According to Father Pavlo Mityaev (the newly-appointed priest), this was before the conflict. “people didn’t pay attention to whether it was a Ukrainian or Russian-speaking church, they were coming to God. But when the war started, everything changed.”

Klyment claims that up to 400 of the UOC’s 12,000 churches in Ukraine have converted to the OCU since the war began.

It security According to services, since the invasion began 19 priests have been arrested and five have been convicted.

Andriy Pavlenko (UOC priest) was sentenced to 12 year imprisonment in December for passing information on Ukrainian battlefield positions within the Donbas to Russia. One week later, he was transferred to Russia as Part of a prisoner swap

Klyment acknowledges that priest’s guilt but dismisses other cases – like the Vinnytsia priest indicted just this week for disseminating pro-Russian propaganda – as He makes hollow claims. His belief is that the larger church has been unfairly damaged.
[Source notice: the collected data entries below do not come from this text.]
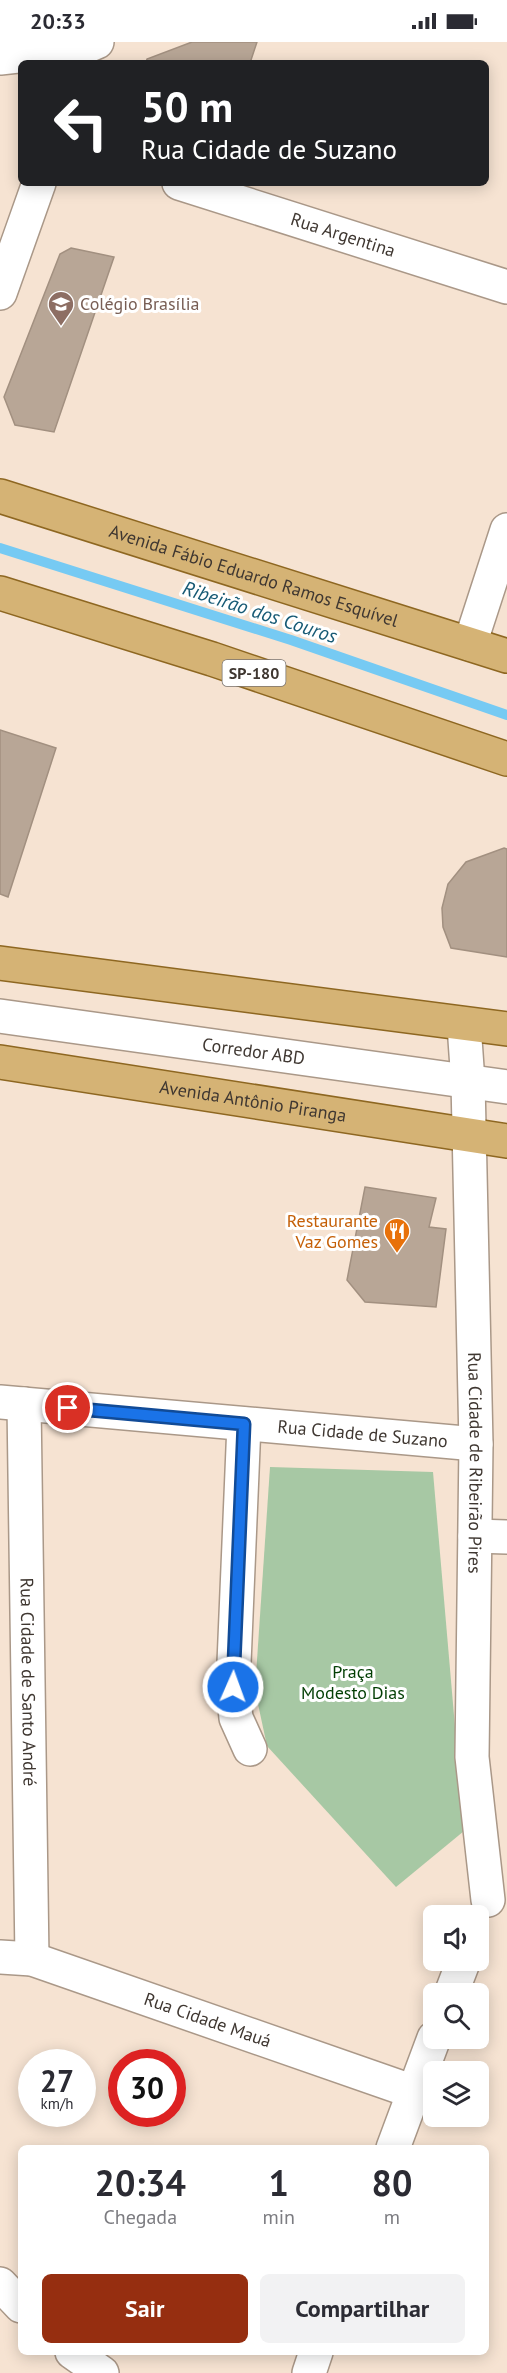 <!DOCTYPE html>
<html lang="pt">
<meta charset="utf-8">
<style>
:root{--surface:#fff;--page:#f2f2f3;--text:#2b2b33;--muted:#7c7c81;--accent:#962e10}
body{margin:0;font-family:"PT Sans",sans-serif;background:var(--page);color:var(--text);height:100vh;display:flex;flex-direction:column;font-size:22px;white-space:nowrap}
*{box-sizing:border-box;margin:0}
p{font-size:20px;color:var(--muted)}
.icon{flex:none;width:33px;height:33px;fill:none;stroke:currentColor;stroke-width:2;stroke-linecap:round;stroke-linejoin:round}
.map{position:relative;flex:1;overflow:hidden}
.drawer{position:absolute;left:18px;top:2103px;width:471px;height:210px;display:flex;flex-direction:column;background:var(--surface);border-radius:9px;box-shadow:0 3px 15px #0003}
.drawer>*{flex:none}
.guide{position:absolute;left:18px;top:18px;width:471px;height:126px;border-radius:9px;box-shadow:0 3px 15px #0003;background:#202124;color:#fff;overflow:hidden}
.controls{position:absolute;left:423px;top:1863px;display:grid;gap:12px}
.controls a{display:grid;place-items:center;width:66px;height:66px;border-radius:9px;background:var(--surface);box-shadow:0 3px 15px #0003;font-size:30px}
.speed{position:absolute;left:18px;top:2007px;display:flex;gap:12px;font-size:30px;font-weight:700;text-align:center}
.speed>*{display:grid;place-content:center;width:78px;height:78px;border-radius:50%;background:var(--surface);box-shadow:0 3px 15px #0003;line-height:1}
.speed small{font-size:15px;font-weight:400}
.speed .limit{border:9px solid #d22;background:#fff;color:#111}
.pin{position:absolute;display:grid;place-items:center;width:51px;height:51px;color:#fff;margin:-26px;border:3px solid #fff;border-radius:50%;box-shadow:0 2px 6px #0007}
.me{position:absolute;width:66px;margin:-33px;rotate:2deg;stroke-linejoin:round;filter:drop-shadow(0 0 4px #0008)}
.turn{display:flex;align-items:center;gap:21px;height:126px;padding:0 24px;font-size:27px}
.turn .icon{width:78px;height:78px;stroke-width:2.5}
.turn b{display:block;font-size:42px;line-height:51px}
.eta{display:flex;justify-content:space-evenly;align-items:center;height:102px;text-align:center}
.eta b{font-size:36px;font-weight:800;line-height:42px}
.button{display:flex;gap:12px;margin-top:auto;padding:12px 24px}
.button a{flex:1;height:69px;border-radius:9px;background:var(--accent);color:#fff;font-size:24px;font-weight:800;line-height:69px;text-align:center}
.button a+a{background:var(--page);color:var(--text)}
.status{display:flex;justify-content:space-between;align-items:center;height:42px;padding:0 30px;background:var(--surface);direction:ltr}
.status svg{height:16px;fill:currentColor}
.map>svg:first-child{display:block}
</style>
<div class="status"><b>20:33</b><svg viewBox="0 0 49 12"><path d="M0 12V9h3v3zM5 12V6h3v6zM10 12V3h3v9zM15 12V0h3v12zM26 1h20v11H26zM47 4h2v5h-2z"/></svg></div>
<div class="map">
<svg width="507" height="2331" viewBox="0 0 507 2331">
<rect width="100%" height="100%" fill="#f6e3d2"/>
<path fill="#a7c8a4" d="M270,1425L433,1430L464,1789L396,1845L267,1704L255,1648Z"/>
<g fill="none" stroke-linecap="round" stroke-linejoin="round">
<path stroke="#76caf3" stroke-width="10" d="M0,506L291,598L507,673"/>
</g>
<path fill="#b8a696" stroke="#a29080" stroke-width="1.5" d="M192,0H257L250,21H146L147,17Z
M71,206L114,215L54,390L15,383L4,355L60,212Z
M0,688L56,706L8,855L0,852Z
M504,806L507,807V915L451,906L443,885L442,866L448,842L466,820Z
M365,1145L436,1156L429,1185L446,1187L436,1265L365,1260L347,1238Z"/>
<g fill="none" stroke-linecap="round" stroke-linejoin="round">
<g stroke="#aa9888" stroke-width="36">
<g id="minor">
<path d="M0,16L81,7L97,0"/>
<path id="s1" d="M179,141L507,245"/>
<path d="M0,251L39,141"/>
<path d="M470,602L507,488"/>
<path id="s2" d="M0,974L507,1045"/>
<path id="s3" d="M464,983L468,1040L476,1402L472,1715L488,1858"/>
<path id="s4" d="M0,1360L476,1402"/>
<path id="s5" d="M24,1362L32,1917"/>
<path d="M244,1382L233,1645L236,1676L250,1707"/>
<path d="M475,1494L507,1495"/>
<path id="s6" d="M0,1915L32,1917L414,2050"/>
<path d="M451,1952L464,1918"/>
<path d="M393,2106L434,1996"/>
<path d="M0,2242L21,2264"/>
<path d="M72,2310L102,2331"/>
<path d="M309,2331L316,2310"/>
</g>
</g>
<g stroke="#8e6721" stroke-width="36">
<g id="major">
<path id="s7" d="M0,454L507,614"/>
<path d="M0,551L212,617L507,717"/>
<path d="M0,921L507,987"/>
<path id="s8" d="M0,1020L507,1099"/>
</g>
</g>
<use href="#minor" stroke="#fff" stroke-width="33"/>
<use href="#major" stroke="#d5b375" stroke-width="33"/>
</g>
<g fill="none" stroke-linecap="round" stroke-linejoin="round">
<g stroke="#114b97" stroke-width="15">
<path id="route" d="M68,1366L244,1382L233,1645"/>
</g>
<use href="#route" stroke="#1a73e8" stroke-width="10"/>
</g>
<defs>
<g id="school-pin" transform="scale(1.35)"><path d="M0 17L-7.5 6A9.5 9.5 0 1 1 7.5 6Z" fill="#8d6e63" stroke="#fff"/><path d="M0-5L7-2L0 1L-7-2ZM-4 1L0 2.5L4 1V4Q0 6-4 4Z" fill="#fff"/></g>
<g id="restaurant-pin" transform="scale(1.35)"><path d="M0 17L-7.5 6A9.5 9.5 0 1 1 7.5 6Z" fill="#e8710a" stroke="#fff"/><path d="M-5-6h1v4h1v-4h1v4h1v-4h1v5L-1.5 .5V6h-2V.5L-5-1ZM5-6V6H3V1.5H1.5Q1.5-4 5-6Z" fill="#fff"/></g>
</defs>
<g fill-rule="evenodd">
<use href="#school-pin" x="61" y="262"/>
<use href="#restaurant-pin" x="397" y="1189"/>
</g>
<g text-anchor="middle" stroke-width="6" stroke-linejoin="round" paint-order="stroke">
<rect fill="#fff" stroke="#79736f" stroke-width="1.5" x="222.5" y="618" width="63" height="26" rx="4.5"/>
<g font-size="16" font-weight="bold" fill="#3f3731">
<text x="254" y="637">SP-180</text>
</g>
<g font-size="18" fill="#3f3731" stroke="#fff">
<text dy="6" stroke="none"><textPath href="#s1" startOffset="172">Rua Argentina</textPath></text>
<text dy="6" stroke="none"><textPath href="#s7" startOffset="266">Avenida Fábio Eduardo Ramos Esquível</textPath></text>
<text dy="6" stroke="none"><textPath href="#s2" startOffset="256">Corredor ABD</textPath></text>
<text dy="6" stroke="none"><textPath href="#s8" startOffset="256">Avenida Antônio Piranga</textPath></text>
<text dy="6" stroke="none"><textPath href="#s4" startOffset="364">Rua Cidade de Suzano</textPath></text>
<text dy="6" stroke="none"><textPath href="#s3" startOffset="438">Rua Cidade de Ribeirão Pires</textPath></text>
<text dy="6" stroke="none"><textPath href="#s5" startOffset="278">Rua Cidade de Santo André</textPath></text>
<text dy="6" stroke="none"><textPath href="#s6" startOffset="218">Rua Cidade Mauá</textPath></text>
</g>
<g font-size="18" fill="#785e54" stroke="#fff" text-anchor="start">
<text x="80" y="268">Colégio Brasília</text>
</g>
<g font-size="18" fill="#c56008" stroke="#fff" text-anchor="end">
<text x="378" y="1185">Restaurante<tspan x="378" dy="21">Vaz Gomes</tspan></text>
</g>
<g font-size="18" fill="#023e03" stroke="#fff">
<text x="353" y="1636">Praça<tspan x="353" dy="21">Modesto Dias</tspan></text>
</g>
<g font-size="20" font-style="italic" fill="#175a75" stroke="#fff">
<text transform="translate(260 570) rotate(18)" y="7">Ribeirão dos Couros</text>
</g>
</g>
</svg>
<div class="controls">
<a><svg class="icon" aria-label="sound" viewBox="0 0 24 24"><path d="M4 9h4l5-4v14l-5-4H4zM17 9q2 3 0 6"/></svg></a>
<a><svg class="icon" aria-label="search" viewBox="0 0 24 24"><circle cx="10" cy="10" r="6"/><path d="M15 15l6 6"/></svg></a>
<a><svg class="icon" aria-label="layers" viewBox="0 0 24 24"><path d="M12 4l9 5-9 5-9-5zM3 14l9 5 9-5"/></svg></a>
</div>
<div class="speed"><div>27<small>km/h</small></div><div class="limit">30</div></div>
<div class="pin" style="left:68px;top:1366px;background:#d93025"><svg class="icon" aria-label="arrive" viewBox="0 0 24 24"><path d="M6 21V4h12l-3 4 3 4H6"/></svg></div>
<svg class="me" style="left:233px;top:1645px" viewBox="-20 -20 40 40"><circle r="17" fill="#1a73e8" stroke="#fff" stroke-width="3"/><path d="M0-11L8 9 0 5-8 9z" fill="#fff"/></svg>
<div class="guide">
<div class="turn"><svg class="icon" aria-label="left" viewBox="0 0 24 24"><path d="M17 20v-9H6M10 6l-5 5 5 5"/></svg><div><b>50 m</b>Rua Cidade de Suzano</div></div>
</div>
<section class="drawer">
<div class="eta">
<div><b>20:34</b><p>Chegada</p></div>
<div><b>1</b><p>min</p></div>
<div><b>80</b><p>m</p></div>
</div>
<div class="button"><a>Sair</a><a>Compartilhar</a></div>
</section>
</div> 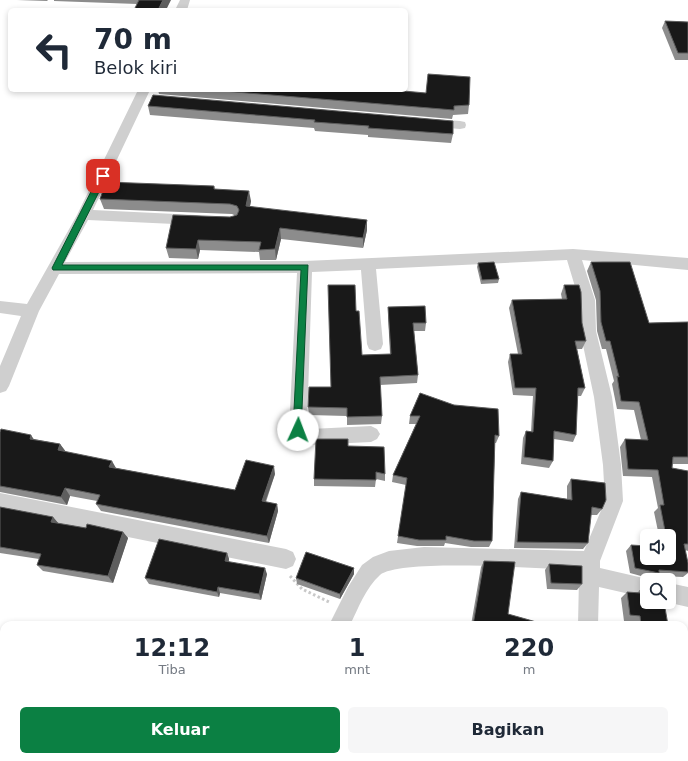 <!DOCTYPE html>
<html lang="id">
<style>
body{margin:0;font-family:"DejaVu Sans",sans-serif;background:#f6f6f7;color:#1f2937;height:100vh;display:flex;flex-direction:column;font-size:15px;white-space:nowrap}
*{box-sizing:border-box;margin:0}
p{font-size:13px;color:#747a83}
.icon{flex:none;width:22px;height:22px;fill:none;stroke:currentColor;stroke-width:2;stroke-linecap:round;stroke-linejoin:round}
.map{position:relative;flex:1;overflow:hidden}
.panel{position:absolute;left:0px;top:621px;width:688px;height:140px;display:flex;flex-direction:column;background:#fff;border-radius:12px 12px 0 0;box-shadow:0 2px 6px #0003}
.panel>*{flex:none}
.top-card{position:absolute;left:8px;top:8px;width:400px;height:84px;border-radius:6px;box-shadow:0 2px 6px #0003;background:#fff;color:#1f2937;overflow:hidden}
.fabs{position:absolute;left:640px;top:529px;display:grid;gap:8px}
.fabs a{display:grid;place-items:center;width:36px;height:36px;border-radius:6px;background:#fff;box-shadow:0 2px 6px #0003;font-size:20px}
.pin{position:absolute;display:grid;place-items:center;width:34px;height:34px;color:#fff;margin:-17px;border-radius:8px;box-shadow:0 2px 6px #0006}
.me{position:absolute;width:44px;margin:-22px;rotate:2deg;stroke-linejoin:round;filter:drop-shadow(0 0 3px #0008)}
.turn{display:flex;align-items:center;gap:14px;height:84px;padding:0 20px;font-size:18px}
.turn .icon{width:52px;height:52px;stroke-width:2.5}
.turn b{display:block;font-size:28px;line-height:34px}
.eta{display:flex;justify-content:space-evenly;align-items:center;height:68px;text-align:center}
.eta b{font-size:24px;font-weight:700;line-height:28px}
.cta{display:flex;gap:8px;margin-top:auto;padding:8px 20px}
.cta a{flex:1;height:46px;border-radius:6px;background:#0b8043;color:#fff;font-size:16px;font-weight:700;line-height:46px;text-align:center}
.cta a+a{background:#f6f6f7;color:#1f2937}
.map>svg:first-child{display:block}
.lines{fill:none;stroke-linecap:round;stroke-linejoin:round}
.path{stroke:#c9c9c9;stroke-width:3;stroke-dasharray:2.5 2.5;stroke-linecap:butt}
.minor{fill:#cfcfcf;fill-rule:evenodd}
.wall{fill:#8c8c8c}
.shaded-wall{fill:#5e5e5e}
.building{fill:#191919;stroke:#5e5e5e}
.route{fill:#0b8043;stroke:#07532c}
</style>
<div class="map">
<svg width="688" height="761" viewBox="0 0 688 761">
<rect width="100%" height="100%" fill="#fff"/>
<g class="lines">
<path class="path" d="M290,576L302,589L329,602"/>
<path class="minor" d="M180,0H190L187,10H175Z
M138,90H150L93,210L196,215L201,216L203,220L201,224L196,225L88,220L65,262L305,261L573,249L688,258V270L582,260L595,300L596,331L612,397L621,465L623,501L600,561V568L652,580H647V598L599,587L598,625H578L579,578L578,575L580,570C545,569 401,558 380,575C366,587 358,609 350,625H329L348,587L362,565L373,557L389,551L424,547L584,551L605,501L603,465L594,397L580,331L579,300L567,260L376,269L383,344L381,349L375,351L369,349L367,344L361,270L312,272L307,426L311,429L371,426L377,429L380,434L377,439L371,442L308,445L292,435L289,430L297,273L59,274L39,311L9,386L6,391L0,393V366L21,316L0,313V301L27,304L77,215Z
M430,119L460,121L465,122L466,125L465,128L460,129L425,126L424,123L425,120Z
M0,493L286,549L293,552L296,559L293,566L286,569L0,511Z
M669,583L688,587V607L666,602H669Z
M583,757H605L606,761H582Z"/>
</g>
<path class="wall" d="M17,0H48L47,1Z
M54,0H171L137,4L54,1Z
M665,21L688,22V60H675L662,28Z
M158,90H392L469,105L468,114L453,115L452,119L159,94Z
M153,95L453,134L451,143L368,137V135L315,131L314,128L150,115L148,106Z
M214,186L215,189L251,201L250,206L367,230L363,248L281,239L276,260H260L259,252L200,250L198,259L169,258L166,248L230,217L236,216L232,214L104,209L100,199Z
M591,262L649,323L688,322V464H672V468L688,471V551L685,550L688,563V573L683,577L660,576L661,580H650L652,579L630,573L626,551L631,545L669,558V536H659L654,512L658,508L652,477L623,476L620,447L625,439L641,440L634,410L617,409L612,384L614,381L606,349H602L597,331L596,300L587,271Z
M478,263L499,279L498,283L481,284L477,267Z
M564,285L582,323L586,341L582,349H577L585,388L581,396H577L576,435L573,442L554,439L553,461L549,468L521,464L523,438L526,431L531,432L533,396L513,395L508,362L510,354H518L509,308L512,300L562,299L561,294Z
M388,307L426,323L425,331H414L418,375L417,383L380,385L382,416L381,424L347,425V416L309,415L308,407L331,387L356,311L362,355L390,354L388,316Z
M420,393L499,436L496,443H495L492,541L489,547H471L445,543L444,546H417L397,543L406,485L392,482L393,475L416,424H409L410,416Z
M0,432L34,439L60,444L66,452L116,468L235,490L275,474L266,502L277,504L278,511L269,543L101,511L96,504L97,501L70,496L67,505L0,492Z
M348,446L385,474V481L376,479L375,487L314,486V479Z
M571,479L602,509L597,515H591L588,543L583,549L514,548L518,499L521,492L567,499V486Z
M0,507L53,517L58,523L86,528L123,532L128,538L113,583L43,571L37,565L39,559L0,553Z
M227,553L229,559V562L267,574L261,600L220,593L219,597L149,584L145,578Z
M484,561L508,614L547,625H471L481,567Z
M549,564L582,584L577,590L547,589L545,570Z
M354,574L340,599L297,584L296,578Z
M640,590L668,625H634V622L624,621L621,598L627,592L637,593Z
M466,757H558V761H466Z
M668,757H684L688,761H668Z"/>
<path class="shaded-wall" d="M163,0H171L166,10H158Z
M249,191L251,201L248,216L246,206Z
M367,220V230L363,248V238Z
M280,228L281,239L276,260L275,249Z
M198,240L200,250L198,259L196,249Z
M31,435L37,444L30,439Z
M60,444L66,452L58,450Z
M112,461L116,468L109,467Z
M274,466L275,474L263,508L262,501Z
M65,488L70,496L67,505L61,497Z
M277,504L278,511L269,543L267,536Z
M53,517L59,524L51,522Z
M123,532L128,538L113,583L108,576Z
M227,553L229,559L227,567L225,561Z
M265,568L267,574L261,600L259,594Z
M354,568V574L340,599V594Z
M218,587L220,593L219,597L217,592Z
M198,757H202L201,761H197Z"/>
<path class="building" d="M139,0H163L158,10H134Z
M665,21L688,22V53H678Z
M428,74L470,77L469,105L454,106V110L211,90H392L426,93Z
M153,95L453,121V134L368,128L369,126L314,122L315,120L148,106Z
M106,182L214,186V189L249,191L246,206L367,220L363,238L280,228L275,249L259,250L261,242L198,240L196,249L166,248L173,215L230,217L237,215L239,210L237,206L230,204L100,199Z
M494,262L499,279L482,280L478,263Z
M591,262H630L649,323L688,322V457H673L672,468L688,471V544H684L688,563V572L659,570V573L635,568L631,545L647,546V558H669V536H666L660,505H664L658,470L628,469L625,439L648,440L639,402L621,401L617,376L619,377L610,341H606L601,322L600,291Z
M328,285H355L356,311H359L362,355L391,354L388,307L425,306L426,323H413L418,375L380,377L382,416L347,417V408L308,407L309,387H331Z
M564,285H579L581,292L582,323L586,341H575L585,388H578L576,435L554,431L553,461L524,457L526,431L533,432L536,388H515L510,354H522L512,300L567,299Z
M420,393L454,405L498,409L499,436L495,435L492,541H474L446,536V540H419L398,536L407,478L393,475L420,416H410Z
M1,429L31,435L30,439L60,444L58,450L112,461L109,467L235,490L246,460L274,466L262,501L277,504L267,536L96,504L100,495L65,488L61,497L0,486V432Z
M316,439H348V446L384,447L385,474L376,472V480L314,479Z
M571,479L605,483L606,500L602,509L592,507L588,543L517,542L521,492L572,500Z
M0,507L53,517L51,522L86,528L87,524L123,532L108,576L37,565L41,554L0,547Z
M159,539L227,553L225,561L265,568L259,594L218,587L217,592L145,578Z
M306,552L354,568L340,594L296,578Z
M484,561L515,562L508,614L547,625H473Z
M549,564L582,566V584L551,583Z
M660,574L661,580H655V575Z
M640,590L647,592V602H664L668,625H641L640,616L630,615L627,592L641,593Z
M684,640L688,641V761H677L676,757H684Z
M149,757H198L197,761H147Z
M350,757H432V761H349Z
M469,757H558V761H468Z"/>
<path class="route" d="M100,174L107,176L62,265H308L301,433L298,434L293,430L301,270H53L52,268Z"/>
</svg>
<div class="fabs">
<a><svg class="icon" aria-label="sound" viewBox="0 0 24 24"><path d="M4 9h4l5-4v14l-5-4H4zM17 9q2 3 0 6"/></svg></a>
<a><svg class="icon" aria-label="search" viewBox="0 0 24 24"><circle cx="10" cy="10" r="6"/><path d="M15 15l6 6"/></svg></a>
</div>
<div class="pin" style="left:103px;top:176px;background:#d93025"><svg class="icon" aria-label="arrive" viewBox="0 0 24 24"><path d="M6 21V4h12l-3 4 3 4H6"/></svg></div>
<svg class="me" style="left:298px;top:430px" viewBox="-20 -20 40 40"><circle r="19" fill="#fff"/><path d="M0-13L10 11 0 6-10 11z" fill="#0b8043"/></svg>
<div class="top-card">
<div class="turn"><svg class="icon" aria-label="left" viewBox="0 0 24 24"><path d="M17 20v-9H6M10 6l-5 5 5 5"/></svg><div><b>70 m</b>Belok kiri</div></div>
</div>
<section class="panel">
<div class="eta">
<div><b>12:12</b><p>Tiba</p></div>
<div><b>1</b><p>mnt</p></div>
<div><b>220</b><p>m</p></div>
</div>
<div class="cta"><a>Keluar</a><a>Bagikan</a></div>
</section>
</div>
“Members of the Ukrainian Orthodox … are citizens of Ukraine, and sometimes among the best citizens of Ukraine, proving their patriotism with their own lives,” He was referring to UOC soldiers fighting at the frontlines.

On December 1, President Volodymyr Zilensky stated in his evening address that he is ready to do more. raids – proposing a law to ban churches with “centers of influence” in Russia from operating in Ukraine – all in the name of “spiritual independence.”

“We will never allow anyone to build an empire inside the Ukrainian soul,” He said.

Klyment however believes that the law would only drive his church underground.

“What else do you call persecution if not this?” He asked.